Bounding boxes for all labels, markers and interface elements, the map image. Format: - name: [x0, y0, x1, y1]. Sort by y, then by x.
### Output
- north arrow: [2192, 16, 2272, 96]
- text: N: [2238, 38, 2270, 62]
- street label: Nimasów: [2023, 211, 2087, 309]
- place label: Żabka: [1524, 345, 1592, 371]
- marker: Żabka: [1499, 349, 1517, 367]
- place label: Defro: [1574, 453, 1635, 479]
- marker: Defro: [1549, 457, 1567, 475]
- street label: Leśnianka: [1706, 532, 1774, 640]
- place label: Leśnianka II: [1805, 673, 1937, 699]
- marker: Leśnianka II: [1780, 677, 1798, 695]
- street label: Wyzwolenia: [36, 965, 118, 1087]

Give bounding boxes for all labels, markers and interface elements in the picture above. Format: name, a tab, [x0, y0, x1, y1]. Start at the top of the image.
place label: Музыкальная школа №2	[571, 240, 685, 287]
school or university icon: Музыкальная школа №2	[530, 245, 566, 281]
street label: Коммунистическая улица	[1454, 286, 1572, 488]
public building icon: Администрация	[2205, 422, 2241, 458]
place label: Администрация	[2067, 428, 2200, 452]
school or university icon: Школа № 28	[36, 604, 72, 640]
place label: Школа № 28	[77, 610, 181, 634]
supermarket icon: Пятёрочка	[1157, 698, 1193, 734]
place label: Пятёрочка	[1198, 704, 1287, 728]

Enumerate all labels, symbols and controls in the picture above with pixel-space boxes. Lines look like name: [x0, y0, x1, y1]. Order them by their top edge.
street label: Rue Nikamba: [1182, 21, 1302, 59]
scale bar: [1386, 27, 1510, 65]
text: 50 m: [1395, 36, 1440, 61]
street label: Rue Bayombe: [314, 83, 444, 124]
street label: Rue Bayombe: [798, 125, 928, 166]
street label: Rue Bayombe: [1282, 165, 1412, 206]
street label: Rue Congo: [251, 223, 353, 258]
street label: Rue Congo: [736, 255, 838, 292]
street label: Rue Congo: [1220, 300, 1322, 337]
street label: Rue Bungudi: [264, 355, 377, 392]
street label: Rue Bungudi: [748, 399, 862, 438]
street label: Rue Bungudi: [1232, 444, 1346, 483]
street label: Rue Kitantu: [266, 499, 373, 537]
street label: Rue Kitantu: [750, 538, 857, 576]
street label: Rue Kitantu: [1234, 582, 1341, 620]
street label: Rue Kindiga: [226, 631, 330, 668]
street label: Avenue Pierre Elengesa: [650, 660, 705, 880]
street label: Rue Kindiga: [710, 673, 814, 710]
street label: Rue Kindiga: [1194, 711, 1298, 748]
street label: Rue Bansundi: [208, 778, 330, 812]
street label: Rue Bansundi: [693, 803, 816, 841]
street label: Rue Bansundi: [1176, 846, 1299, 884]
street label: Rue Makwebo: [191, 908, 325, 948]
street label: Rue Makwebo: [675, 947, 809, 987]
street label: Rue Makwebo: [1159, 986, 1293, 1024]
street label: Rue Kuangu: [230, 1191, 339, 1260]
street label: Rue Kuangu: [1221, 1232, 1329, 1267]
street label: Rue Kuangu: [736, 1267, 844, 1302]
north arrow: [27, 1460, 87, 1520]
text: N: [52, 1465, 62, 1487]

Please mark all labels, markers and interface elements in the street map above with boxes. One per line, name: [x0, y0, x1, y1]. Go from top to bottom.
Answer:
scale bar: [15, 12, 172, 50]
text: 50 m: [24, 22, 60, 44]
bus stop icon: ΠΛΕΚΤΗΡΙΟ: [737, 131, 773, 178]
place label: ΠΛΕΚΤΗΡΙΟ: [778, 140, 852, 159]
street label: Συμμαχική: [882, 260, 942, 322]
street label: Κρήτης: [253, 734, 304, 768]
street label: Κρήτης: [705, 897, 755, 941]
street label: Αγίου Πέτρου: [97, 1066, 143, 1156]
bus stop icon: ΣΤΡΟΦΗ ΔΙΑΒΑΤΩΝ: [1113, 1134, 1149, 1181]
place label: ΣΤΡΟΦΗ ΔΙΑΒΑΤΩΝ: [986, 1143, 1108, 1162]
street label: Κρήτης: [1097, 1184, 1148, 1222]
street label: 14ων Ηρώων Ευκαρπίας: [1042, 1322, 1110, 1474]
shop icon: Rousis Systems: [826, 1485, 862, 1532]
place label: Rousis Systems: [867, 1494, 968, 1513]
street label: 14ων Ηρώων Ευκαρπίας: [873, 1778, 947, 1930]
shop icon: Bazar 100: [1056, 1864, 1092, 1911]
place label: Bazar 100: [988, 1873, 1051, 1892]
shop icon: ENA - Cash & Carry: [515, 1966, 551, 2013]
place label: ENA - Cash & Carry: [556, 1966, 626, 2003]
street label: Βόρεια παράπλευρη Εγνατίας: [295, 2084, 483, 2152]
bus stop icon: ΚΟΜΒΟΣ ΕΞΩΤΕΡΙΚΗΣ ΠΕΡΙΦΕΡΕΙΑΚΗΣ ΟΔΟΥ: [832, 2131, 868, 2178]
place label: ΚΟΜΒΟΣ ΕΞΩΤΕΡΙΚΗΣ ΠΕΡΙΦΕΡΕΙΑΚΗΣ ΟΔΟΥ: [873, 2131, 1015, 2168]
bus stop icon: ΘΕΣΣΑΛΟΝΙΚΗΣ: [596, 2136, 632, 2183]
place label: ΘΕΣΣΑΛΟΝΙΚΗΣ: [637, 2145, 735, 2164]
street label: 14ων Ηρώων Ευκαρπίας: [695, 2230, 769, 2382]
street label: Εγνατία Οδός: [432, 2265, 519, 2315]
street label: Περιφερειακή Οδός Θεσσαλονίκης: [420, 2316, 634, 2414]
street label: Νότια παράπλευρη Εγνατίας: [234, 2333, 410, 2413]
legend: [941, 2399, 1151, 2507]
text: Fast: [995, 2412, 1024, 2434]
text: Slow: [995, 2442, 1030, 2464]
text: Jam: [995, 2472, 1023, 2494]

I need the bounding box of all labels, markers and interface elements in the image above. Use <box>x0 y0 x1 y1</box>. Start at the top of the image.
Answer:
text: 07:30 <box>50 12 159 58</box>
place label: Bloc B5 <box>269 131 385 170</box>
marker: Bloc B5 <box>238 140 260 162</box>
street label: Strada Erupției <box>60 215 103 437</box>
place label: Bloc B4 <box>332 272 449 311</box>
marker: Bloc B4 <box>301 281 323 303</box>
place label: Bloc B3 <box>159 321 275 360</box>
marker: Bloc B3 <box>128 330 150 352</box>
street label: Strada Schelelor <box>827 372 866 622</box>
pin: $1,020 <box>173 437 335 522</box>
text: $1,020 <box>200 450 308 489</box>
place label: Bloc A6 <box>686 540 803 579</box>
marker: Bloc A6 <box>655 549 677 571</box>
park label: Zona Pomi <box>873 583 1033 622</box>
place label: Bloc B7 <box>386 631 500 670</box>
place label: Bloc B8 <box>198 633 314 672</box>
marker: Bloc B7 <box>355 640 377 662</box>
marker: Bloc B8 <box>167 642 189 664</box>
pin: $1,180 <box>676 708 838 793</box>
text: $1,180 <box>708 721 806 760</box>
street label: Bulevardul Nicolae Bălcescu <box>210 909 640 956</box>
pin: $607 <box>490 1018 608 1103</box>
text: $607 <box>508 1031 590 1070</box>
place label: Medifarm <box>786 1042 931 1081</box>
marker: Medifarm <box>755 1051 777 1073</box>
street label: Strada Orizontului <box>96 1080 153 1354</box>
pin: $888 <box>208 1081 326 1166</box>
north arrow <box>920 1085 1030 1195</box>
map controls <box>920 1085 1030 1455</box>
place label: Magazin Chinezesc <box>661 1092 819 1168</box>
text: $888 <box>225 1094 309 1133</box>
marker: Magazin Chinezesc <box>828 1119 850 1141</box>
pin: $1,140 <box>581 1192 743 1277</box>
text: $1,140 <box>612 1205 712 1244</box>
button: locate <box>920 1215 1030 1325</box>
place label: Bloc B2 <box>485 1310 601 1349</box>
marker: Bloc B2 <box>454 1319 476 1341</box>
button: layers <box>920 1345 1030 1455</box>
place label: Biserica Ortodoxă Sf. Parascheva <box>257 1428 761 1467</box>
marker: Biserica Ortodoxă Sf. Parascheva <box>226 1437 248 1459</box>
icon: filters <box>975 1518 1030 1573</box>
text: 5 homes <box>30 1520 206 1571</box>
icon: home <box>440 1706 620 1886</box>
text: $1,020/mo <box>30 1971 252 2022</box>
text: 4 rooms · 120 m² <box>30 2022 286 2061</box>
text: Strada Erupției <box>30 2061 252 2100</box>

---

__REQUIREMENT__
Compute how many lines in the material contain the word "Bazar". Only the result should be written.

__EXPECTED ANSWER__
2